Ébranlée par la révélation de la découverte d'un «trésor nazi», l'Allemagne souhaite se doter d'une loi facilitant la restitution d'oeuvres d'art volées sous le IIIe Reich pour que justice soit rendue, presque 70 ans après la fin de la guerre.

Ce projet de loi dont la discussion doit commencer vendredi a été élaboré après l'annonce en novembre de la découverte de 1406 oeuvres, en partie probablement issues de pillages nazis chez des juifs, au domicile d'un octogénaire, Cornelius Gurlitt, à Munich.

Et l'affaire est loin d'être terminée puisque mardi encore, était annoncée la découverte de 60 oeuvres, dont des Monet, Manet et Renoir dans la maison de Salzbourg de M. Gurlitt, fils d'un marchand d'art au passé trouble sous le Troisième Reich.

Baptisée «Lex Gurlitt» par les médias, le projet doit être détaillé par l'État régional de Bavière devant le Bundesrat, la chambre haute du parlement qui représente les Länder.

Il propose notamment d'abolir la prescription de 30 ans au-delà de laquelle la propriété d'une oeuvre d'art ne peut plus être contestée, si le détenteur est considéré comme de «mauvaise foi», c'est-à-dire s'il connaissait la provenance de l'objet au moment de son acquisition.

«En principe ce projet de loi est un signal positif. Cela montre que les consciences politiques sont en train de se réveiller en Allemagne après les manquements du passé. Le cas Gurlitt a fait bouger les choses», a estimé auprès de l'AFP Markus Stötzel, avocat des héritiers d'Alfred Flechtheim, juif allemand et grand marchand d'art du XXe siècle.

Sabine Rudolph, qui représente les héritiers d'un avocat juif de Dresde, Fritz Salo Glaser, exigeant la restitution d'au moins 13 oeuvres d'art appartenant à M. Gurlitt, s'est montrée beaucoup plus sceptique. «À mon avis, ce projet de loi brasse surtout de l'air», a-t-elle dit à l'AFP.

Elle a notamment critiqué le fait que les héritiers de la famille spoliée doivent prouver que le propriétaire actuel des oeuvres les a acquises en étant «de mauvaise foi». «Comment voulez-vous qu'ils fassent?», s'emporte-t-elle.

«Après 70 ans, dans de nombreux cas, la connaissance sur le destin des tableaux est très rudimentaire.
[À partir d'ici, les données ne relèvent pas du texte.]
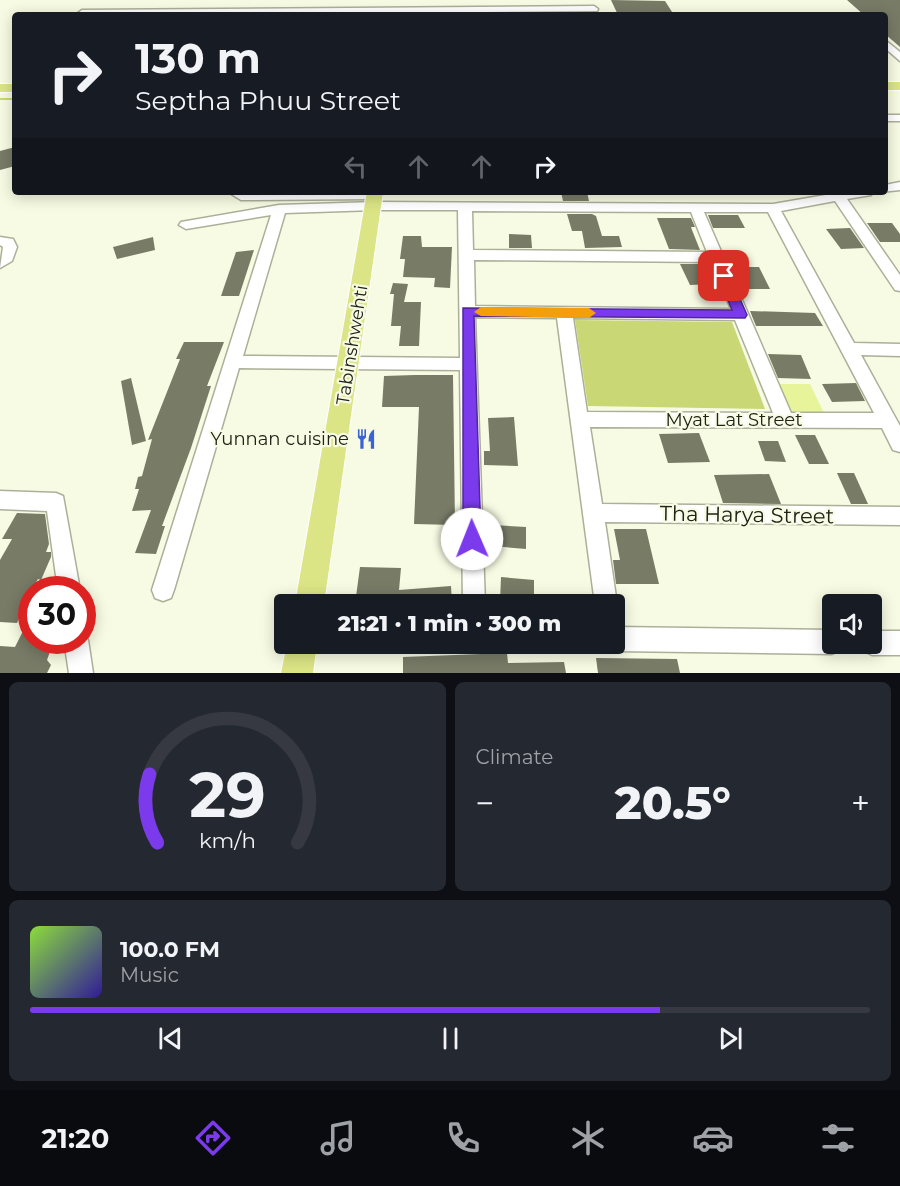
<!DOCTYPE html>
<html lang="en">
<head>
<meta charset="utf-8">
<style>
  :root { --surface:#171b24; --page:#242831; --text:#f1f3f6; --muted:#9ea1a6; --line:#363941; --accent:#7c3aed }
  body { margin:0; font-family:Montserrat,sans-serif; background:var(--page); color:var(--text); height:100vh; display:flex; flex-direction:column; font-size:22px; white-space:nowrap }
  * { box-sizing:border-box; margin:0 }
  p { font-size:20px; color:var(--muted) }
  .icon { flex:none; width:33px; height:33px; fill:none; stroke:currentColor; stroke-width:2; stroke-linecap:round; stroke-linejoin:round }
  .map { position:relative; height:673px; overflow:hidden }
  .drawer { display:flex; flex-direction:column; gap:9px; padding:9px; background:#0d0f14; flex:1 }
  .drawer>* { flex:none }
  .hud { position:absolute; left:12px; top:12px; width:876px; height:183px; border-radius:6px; box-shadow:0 3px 15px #0003; background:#171b24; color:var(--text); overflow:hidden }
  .tools { position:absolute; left:822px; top:594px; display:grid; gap:12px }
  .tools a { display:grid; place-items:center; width:60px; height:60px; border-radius:6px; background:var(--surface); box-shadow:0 3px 15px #0003; font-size:30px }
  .speed { position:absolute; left:18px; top:576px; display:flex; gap:12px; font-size:30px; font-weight:700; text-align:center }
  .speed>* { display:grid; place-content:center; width:78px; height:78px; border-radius:50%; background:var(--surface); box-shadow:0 3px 15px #0003; line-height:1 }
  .speed .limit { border:9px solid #d22; background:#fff; color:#111 }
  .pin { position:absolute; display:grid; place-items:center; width:51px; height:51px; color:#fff; margin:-26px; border-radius:12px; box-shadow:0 3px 9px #0006 }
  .me { position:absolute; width:66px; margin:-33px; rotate:359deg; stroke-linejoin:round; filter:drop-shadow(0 0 4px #0008) }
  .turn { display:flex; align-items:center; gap:21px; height:126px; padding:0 24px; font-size:27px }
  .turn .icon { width:78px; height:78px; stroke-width:2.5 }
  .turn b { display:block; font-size:42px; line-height:51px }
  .lanes { display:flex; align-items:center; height:57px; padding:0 24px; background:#0003; justify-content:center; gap:30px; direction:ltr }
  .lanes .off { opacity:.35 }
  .big { font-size:45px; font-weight:800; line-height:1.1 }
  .drawer .card { flex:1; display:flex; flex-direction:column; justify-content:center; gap:9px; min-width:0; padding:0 21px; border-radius:9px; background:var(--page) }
  .drawer .dial { align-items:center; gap:0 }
  .dial svg { height:156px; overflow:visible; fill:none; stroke:var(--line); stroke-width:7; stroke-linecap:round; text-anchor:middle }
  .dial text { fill:var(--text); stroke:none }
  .song { display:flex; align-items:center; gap:18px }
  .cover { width:72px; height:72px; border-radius:9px; background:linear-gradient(135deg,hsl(90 70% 55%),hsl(250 70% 35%)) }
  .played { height:6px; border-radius:3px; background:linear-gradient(90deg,var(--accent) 75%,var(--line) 75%) }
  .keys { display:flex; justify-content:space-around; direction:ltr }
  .heat { display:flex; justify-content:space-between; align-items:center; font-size:33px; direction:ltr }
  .drawer .tiles { flex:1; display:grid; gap:9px; grid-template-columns:1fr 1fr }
  .card:last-child { grid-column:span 2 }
  .trip { position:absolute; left:274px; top:594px; width:351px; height:60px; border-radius:6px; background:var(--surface); box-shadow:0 3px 15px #0003; font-weight:800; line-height:60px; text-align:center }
  .dock { display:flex; height:96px; justify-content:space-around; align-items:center; background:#090b0e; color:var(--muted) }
  .dock .icon { width:42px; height:42px }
  .dock .on { color:var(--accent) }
  .dock b { font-size:27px; color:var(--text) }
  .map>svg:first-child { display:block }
</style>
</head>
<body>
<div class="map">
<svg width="900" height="673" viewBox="0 0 900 673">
  <rect width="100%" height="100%" fill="#f7fbe3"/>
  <path fill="#e7f49a" d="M777 384H810L824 413H790Z"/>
  <path fill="#cad775" d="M575 320 732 322 765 409 588 406Z"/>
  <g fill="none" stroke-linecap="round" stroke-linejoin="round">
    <path stroke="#cad775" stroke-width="2" d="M0 99H15"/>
  </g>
  <g fill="#787b66">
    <path d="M611 0 665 1 674 15H618Z"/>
    <path d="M847 0H900V47L885 34V15H864Z"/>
    <path d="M15 147V166L0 170V151Z"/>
    <path d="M561 192H587L589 201H563Z"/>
    <path d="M567 214H592L596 216 602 236H619L622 247 585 248 582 231H572Z"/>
    <path d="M708 215H738L745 228H713Z"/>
    <path d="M657 218H691L695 227H691L692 230 700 250 669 249Z"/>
    <path d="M867 223H892L900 234V242H880Z"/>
    <path d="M850 228 864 248 841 249 826 229Z"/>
    <path d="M509 234 531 235 532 248H509Z"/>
    <path d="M403 236H421L422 247H452L450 288 434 287 435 278 403 277 405 259H400Z"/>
    <path d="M153 237 155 250 117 259 113 247Z"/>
    <path d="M254 250 239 296H221L236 252Z"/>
    <path d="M680 264H701L712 284 690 285Z"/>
    <path d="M730 267H759L770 289H740Z"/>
    <path d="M393 283 408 284 404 302H421L419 346H399L401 326H391L394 294H390Z"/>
    <path d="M750 311 815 313 823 326H756Z"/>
    <path d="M184 342H224L207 386H211L191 448 162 526H165L156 554 135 553 151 510 132 511 139 489H135L138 477 142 476 152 439 148 440 180 359H176Z"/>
    <path d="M768 354 801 355 811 379 778 378Z"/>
    <path d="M415 375H453L455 525 414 524 419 407H382L384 376Z"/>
    <path d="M131 378 146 441 132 445 121 381Z"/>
    <path d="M856 383 865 401 832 402 822 384Z"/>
    <path d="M514 417 518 466 484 465V451H490L488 418Z"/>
    <path d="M699 433 710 462 668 463 659 434Z"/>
    <path d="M795 435H815L829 464H809Z"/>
    <path d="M758 441H778L786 462 765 461Z"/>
    <path d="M837 473H854L868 504H851Z"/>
    <path d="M769 474 781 504 723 503 714 475Z"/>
    <path d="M17 513 45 514 49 544 46 552H51V557L41 580 38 579 32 590 17 623 0 622V560L12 539H2Z"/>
    <path d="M493 525 526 527V549L492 546Z"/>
    <path d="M614 529H646L659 584H616L613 560H620Z"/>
    <path d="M360 567 401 568 399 590 451 586 452 604H355Z"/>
    <path d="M501 577 534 580V604L500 602Z"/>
    <path d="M32 613V640H54L47 660 51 665 47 673H0V646L15 647Z"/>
    <path d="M507 653 508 663 564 662 566 673H403V657Z"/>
    <path d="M596 658 677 659 680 673H598Z"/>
  </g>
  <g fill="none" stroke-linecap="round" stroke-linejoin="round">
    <g stroke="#acb099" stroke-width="3">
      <g id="minor">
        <path d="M594 6 598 9 597 11 162 15 78 13 82 10Z"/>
        <path d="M885 40 900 52V61L885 48Z"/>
        <rect x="885" y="115" width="15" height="6"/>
        <path d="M900 182V190L881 192H885V185Z"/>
        <path d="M228 192H379L382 195 375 199 241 200Z"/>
        <path d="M843 192H873L871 195 847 199 900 275V291L895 290 835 201 781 211 854 343 900 344V356L861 355 900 426V452L893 450 882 428 590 427 602 504 900 507V525L605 522 617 604 615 610V604H595L557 318 475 317 485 604H463L460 370 239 368 174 590 171 598 163 601 155 598 152 590 271 215 186 229 179 225 181 222 279 205 375 202 773 204ZM375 210H458L460 358 243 356 285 213ZM472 211 691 212 707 252 473 250ZM704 212H768L874 413H791ZM474 260 711 262 731 309 475 306ZM573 318 735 320 773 413 587 412Z"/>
        <path d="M0 237 13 239 17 247 12 261 0 268 3 247 0 245Z"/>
        <path d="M0 491 56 493 63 496 80 590H58L47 511 0 509Z"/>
        <path d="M615 627 832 630V644H843L840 650 832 654 615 651 607 647 605 644H615Z"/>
        <path d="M82 631 88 640 93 673H69L64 640H82Z"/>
        <path d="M872 631H900V655H872L864 651 860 644H872Z"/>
      </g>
    </g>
    <g stroke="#fff" stroke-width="2">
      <g id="major">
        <rect x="885" y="82" width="15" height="8"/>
        <rect x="0" y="84" width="15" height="8"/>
        <path d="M367 192H383L324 604H295Z"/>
        <path d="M287 644H317L313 673H281Z"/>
      </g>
    </g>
    <use href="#minor" fill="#fff" fill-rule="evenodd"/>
    <use href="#major" fill="#dbe585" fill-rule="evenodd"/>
  </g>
  <path fill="#7c3aed" stroke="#51269a" stroke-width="1.5" d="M724 272 730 276 747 315 745 318 474 316 481 539 478 545 472 547 466 545 463 539V308L732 310 718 276Z"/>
  <path fill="#f59e0b" d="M481 307 589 308 596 313 589 318 481 316 474 312Z"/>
  <defs>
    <g id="restaurant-bare" transform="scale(1.62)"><path d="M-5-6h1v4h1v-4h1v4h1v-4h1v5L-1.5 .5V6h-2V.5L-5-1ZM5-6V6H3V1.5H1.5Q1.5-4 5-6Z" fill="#3a64d5" stroke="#f7fbe3" stroke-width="2.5" paint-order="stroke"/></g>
  </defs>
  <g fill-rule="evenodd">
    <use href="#restaurant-bare" x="366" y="439"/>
  </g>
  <g text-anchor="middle" stroke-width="4.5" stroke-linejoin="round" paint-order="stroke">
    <g font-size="18" fill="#202118" stroke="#f7fbe3">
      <text transform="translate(352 345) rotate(-81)" y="6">Tabinshwehti</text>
      <text x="734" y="426">Myat Lat Street</text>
    </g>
    <g font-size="18" fill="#202118" stroke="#f7fbe3" text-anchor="end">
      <text x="349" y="445">Yunnan cuisine</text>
    </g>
    <g font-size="21" fill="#202118" stroke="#f7fbe3">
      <text transform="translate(747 515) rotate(1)" y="7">Tha Harya Street</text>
    </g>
  </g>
</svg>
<div class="tools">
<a><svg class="icon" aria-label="sound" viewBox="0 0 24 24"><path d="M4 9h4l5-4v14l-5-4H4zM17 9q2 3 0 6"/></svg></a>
</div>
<div class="speed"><div class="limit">30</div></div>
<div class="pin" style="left:724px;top:276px;background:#d93025"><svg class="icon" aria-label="arrive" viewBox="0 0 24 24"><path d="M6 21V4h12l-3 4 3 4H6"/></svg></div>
<svg class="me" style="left:472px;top:539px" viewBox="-20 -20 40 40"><circle r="19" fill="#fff"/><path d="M0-13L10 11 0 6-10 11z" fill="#7c3aed"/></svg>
<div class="trip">21:21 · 1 min · 300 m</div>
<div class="hud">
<div class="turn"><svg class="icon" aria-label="right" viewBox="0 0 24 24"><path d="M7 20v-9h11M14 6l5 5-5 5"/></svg><div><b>130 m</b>Septha Phuu Street</div></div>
<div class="lanes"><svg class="icon off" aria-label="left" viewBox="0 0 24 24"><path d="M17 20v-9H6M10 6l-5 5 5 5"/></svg><svg class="icon off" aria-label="ahead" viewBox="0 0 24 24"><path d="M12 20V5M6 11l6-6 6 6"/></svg><svg class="icon off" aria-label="ahead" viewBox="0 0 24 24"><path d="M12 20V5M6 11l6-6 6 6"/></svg><svg class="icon" aria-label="right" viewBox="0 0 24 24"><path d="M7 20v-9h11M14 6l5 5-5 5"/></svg></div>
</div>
</div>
<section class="drawer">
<div class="tiles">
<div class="card dial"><svg viewBox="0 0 100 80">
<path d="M14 69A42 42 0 1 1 86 69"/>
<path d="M14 69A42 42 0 0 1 10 34" stroke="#7c3aed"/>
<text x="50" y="56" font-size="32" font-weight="700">29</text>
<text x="50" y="72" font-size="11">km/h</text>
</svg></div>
<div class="card"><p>Climate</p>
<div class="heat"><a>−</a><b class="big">20.5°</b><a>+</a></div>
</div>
<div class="card">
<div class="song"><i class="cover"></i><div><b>100.0 FM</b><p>Music</p></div></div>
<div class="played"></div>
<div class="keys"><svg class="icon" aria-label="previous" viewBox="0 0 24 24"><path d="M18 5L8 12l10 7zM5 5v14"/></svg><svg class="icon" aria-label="pause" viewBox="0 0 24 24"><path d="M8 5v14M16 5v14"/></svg><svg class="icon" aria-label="next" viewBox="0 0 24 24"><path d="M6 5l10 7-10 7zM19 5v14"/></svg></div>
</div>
</div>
</section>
<nav class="dock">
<b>21:20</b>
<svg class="icon on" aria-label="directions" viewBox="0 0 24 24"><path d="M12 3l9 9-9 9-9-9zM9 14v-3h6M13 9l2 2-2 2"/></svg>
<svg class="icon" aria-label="music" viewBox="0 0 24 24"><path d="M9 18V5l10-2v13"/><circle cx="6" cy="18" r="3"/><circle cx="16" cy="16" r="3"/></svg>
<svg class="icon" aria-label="phone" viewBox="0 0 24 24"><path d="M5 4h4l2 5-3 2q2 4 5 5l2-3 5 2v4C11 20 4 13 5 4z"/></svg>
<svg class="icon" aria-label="climate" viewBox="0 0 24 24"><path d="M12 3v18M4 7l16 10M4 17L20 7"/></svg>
<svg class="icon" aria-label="car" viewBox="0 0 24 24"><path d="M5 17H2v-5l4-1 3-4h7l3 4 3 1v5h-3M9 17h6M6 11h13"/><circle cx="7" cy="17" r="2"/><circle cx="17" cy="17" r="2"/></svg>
<svg class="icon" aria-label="filters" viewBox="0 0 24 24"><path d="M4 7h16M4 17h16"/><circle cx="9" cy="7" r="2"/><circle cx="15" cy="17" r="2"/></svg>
</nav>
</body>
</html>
Beaucoup de documents ont été perdus», abonde dans son sens M. Stötzel, pour qui cette loi «ne peut être qu'un premier pas».

De son côté, la ministre allemande de la Culture, Monika Grütters, a récemment admis dans un entretien au quotidien Frankfurter Allgemeine Zeitung que le projet de loi montrait «des difficultés dans sa mise en oeuvre», précisant «réfléchir» avec sa collègue de la Justice à quelles «possibilités juridiques on pourrait utiliser» pour y pallier.

L'Allemagne a certes signé, en décembre 1998, la «déclaration de Washington», dans laquelle 44 États s'engageaient à retrouver et restituer l'art volé par les nazis. Mais ce texte n'est pas contraignant, et il ne concerne que les États et les musées, pas les particuliers.

Après la Seconde Guerre mondiale, l'Allemagne de l'Ouest avait déjà envisagé de légiférer sur les oeuvres d'art volées par les nazis et qui avaient atterri dans des musées ou des collections, mais les Alliés s'y étaient opposés, craignant une déstabilisation du marché de l'art.

Fin janvier, le président du Congrès juif mondial, Ronald Lauder, avait lancé un appel à Berlin pour que l'Allemagne se dote d'une législation spécifique sur les oeuvres d'art spoliées par les nazis, se félicitant du «signe de bonne volonté» que présentait le projet de loi bavarois.

Et il avait exhorté les musées allemands à vérifier qu'aucune pièce volée ne se trouve dans leur collection: «C'est ce que l'Autriche a fait. La France et les Pays-Bas ont fait un pas dans cette direction et la Grande-Bretagne a une commission pour étudier les demandes et conseiller le gouvernement».

«Mais ici, c'est l'Allemagne, où ces crimes ont débuté. Elle doit faire plus».